§ Problem to solve
Where a line in the material below has the string "water", please report it.

§ Exercise material

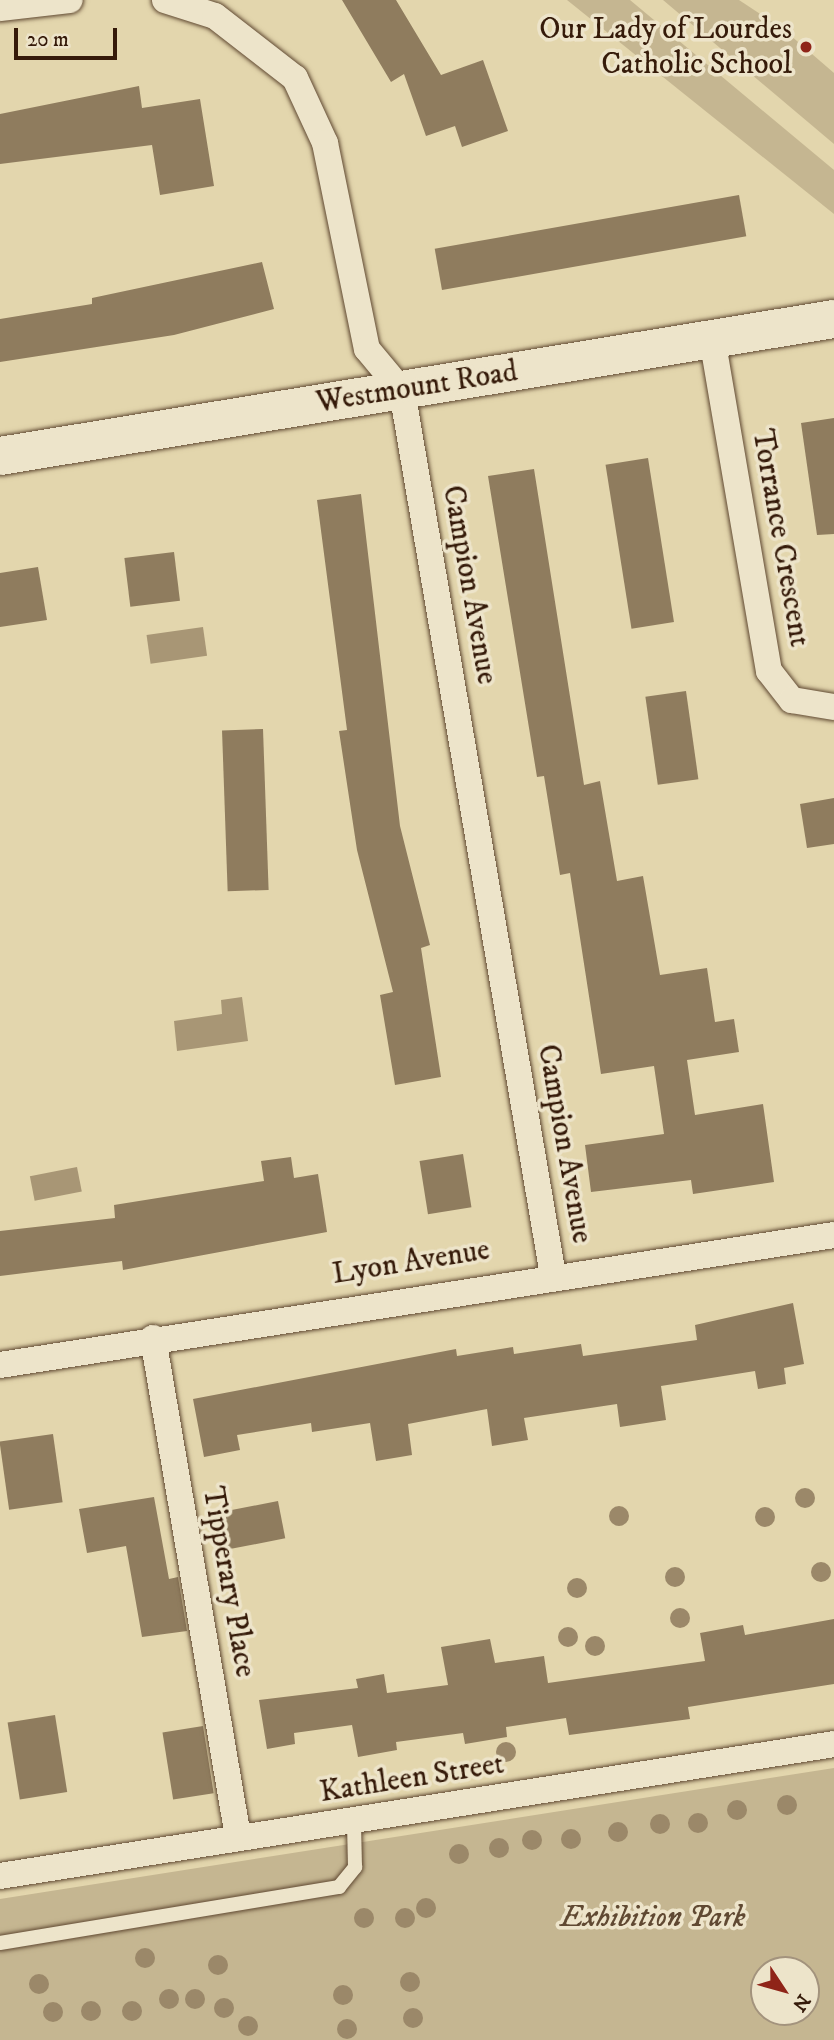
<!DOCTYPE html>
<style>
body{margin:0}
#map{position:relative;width:834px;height:2040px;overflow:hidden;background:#e3d6ad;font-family:"IM FELL DW Pica",serif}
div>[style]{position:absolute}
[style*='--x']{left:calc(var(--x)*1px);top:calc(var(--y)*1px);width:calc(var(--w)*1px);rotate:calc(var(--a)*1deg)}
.green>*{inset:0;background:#c5b691}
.water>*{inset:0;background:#a89675;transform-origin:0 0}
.building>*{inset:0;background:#8f7c5e;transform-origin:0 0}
.roads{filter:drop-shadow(0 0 2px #604932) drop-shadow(0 0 2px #604932)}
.lane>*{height:14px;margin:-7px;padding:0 7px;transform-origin:7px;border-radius:7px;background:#ede4ca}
.street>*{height:26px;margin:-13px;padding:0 13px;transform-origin:13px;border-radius:13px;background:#ede4ca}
.secondary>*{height:38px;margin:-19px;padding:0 19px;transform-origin:19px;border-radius:19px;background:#ede4ca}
.trees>*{width:20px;height:20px;margin:-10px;border-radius:50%;background:#9b8869}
.dots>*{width:19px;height:19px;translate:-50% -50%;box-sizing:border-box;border:4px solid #ede4ca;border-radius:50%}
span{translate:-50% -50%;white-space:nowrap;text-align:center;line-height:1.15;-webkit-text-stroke:7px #ede4ca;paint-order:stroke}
.poi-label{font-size:30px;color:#351a09}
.right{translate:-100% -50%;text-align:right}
.street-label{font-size:30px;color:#351a09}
.park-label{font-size:30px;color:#604932;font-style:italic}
.north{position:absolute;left:750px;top:1956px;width:70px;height:70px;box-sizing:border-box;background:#ede4ca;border:2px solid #a3937d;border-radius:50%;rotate:126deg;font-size:19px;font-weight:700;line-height:28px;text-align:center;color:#351a09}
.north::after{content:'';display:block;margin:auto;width:24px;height:32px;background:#8f2418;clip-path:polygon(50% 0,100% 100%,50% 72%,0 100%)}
.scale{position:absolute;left:14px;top:28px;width:103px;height:32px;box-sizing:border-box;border:4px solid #351a09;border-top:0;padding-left:9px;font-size:21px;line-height:24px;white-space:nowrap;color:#351a09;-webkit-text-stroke:5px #ede4ca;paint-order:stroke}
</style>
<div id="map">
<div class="green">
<div style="clip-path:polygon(567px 0,630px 0,834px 170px,834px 214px)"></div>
<div style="clip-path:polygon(663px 0,739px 0,783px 29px,834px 73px,834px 144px)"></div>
<div style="clip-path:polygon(evenodd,834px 1768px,834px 2040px,0 2040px,0 1899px,834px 1768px,764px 1970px,806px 1970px,806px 2012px,764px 2012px,764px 1970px)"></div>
</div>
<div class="water">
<div style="left:203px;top:627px;width:29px;height:57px;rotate:82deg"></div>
<div style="clip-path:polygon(242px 997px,248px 1041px,177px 1051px,174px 1021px,222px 1014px,221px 1000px)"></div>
<div style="left:77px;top:1167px;width:25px;height:48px;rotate:79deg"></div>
</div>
<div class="building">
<div style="clip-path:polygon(342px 0,396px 0,441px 75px,483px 60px,508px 131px,462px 147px,455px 126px,426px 136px,404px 74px,391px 82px)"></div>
<div style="clip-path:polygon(139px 86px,142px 108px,200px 99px,214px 186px,160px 195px,152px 145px,0 164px,0 114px)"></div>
<div style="left:739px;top:195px;width:42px;height:309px;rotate:80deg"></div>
<div style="clip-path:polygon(262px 262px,274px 309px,174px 335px,0 362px,0 319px,92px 304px,92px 298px)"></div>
<div style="clip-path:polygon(834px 418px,834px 534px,817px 535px,801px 423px)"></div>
<div style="left:648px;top:458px;width:166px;height:43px;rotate:81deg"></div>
<div style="clip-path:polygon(534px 469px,584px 785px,600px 781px,617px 881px,643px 876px,660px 975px,707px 968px,715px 1022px,734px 1019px,739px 1052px,687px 1060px,695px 1115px,763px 1104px,774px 1182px,693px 1194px,691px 1180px,591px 1192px,585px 1145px,664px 1134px,654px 1066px,601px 1074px,570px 873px,560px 875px,544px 776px,537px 777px,488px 476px)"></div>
<div style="clip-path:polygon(361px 494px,400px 826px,430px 945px,421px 948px,441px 1077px,395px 1085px,380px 995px,393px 992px,357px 850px,339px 731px,347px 730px,317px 500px)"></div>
<div style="left:174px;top:552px;width:49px;height:50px;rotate:83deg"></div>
<div style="clip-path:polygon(38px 567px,47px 620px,0 627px,0 573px)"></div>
<div style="left:686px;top:691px;width:89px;height:41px;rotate:82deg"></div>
<div style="left:263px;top:729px;width:161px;height:41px;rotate:88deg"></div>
<div style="clip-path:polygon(834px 798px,834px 844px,807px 848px,800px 804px)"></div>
<div style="left:463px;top:1154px;width:54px;height:44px;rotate:81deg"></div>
<div style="clip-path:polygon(291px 1157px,294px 1178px,318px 1174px,327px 1232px,123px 1270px,122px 1261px,0 1276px,0 1231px,115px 1218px,114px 1205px,264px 1181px,261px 1161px)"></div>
<div style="clip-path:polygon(793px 1303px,804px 1364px,784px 1368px,786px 1384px,758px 1389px,755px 1371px,661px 1386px,666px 1420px,620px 1427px,617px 1404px,524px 1418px,528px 1440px,492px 1446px,487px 1409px,408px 1424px,412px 1455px,376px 1461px,370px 1423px,312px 1432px,311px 1423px,237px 1435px,240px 1450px,204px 1457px,193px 1399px,456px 1349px,457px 1356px,513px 1347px,514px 1354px,581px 1344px,583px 1356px,697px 1340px,695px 1325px)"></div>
<div style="left:53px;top:1434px;width:69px;height:54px;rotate:82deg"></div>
<div style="clip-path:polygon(154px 1497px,169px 1579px,178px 1577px,187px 1631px,142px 1637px,126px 1546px,87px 1553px,79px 1509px)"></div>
<div style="left:278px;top:1501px;width:38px;height:59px;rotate:79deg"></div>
<div style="clip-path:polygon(834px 1619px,834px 1684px,688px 1707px,690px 1719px,569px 1735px,566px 1718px,506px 1727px,507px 1737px,465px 1744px,463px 1733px,396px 1742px,397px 1750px,358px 1757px,352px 1725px,294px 1733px,295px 1744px,267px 1749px,259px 1700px,358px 1688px,356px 1679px,384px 1674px,387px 1693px,448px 1685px,441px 1647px,490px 1639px,495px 1663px,544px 1656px,548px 1683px,705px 1661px,700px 1633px,743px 1625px,745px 1635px)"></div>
<div style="left:55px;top:1715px;width:78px;height:48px;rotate:81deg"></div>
<div style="left:203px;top:1726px;width:68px;height:41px;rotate:81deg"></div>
</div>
<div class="roads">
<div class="lane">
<div style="--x:0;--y:1943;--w:344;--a:-9.4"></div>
<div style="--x:339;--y:1887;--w:26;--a:-51"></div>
<div style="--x:355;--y:1867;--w:44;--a:-91.3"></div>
</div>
<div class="street">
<div style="--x:165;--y:0;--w:52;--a:17.7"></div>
<div style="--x:215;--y:16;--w:101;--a:37.8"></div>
<div style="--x:295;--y:78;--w:72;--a:65.2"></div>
<div style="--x:325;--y:143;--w:210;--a:78.5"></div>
<div style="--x:367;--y:349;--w:55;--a:50.2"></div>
<div style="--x:402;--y:391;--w:897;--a:80.31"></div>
<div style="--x:0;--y:8;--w:70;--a:-6.5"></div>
<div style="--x:712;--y:338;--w:338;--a:80.3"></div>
<div style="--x:769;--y:671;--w:37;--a:52"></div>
<div style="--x:792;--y:700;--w:43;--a:9.5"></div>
<div style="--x:153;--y:1338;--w:506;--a:80.33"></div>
<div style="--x:0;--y:1365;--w:844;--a:-8.86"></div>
<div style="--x:0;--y:1876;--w:844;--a:-8.99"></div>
</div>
<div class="secondary">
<div style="--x:0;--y:456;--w:845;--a:-9.33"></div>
</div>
</div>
<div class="trees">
<div style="left:805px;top:1498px"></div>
<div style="left:619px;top:1516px"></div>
<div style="left:765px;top:1517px"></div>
<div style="left:821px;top:1572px"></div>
<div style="left:675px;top:1577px"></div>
<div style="left:577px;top:1588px"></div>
<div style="left:680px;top:1618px"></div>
<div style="left:568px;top:1637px"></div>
<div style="left:595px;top:1646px"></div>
<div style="left:506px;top:1752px"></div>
<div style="left:787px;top:1805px"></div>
<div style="left:737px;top:1810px"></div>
<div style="left:698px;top:1823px"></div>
<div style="left:660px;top:1824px"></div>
<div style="left:618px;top:1832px"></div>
<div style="left:571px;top:1839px"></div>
<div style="left:532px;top:1840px"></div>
<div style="left:499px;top:1848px"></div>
<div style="left:459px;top:1854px"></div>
<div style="left:426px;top:1908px"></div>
<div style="left:364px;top:1918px"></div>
<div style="left:405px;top:1918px"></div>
<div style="left:145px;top:1958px"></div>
<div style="left:218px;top:1965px"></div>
<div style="left:410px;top:1982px"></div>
<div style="left:39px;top:1984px"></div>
<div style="left:343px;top:1995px"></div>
<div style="left:169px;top:1999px"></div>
<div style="left:195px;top:1999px"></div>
<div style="left:224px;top:2008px"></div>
<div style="left:91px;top:2011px"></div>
<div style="left:132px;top:2011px"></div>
<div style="left:53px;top:2012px"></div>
<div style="left:413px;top:2018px"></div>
<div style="left:248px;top:2026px"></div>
<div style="left:347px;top:2029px"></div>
</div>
<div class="dots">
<div style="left:806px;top:47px;background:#8f2418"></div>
</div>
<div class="poi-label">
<span class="right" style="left:792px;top:47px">Our Lady of Lourdes<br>Catholic School</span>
</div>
<div class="street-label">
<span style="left:417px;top:388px;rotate:-9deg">Westmount Road</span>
<span style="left:780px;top:538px;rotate:80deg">Torrance Crescent</span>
<span style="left:469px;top:585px;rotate:80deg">Campion Avenue</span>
<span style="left:564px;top:1144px;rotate:80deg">Campion Avenue</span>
<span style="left:411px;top:1263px;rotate:-9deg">Lyon Avenue</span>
<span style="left:228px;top:1582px;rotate:80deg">Tipperary Place</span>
<span style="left:412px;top:1779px;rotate:-9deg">Kathleen Street</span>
</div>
<div class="park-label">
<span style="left:653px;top:1918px">Exhibition Park</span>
</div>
<div class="north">N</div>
<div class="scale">20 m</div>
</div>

§ Finished task
.water>*{inset:0;background:#a89675;transform-origin:0 0}
<div class="water">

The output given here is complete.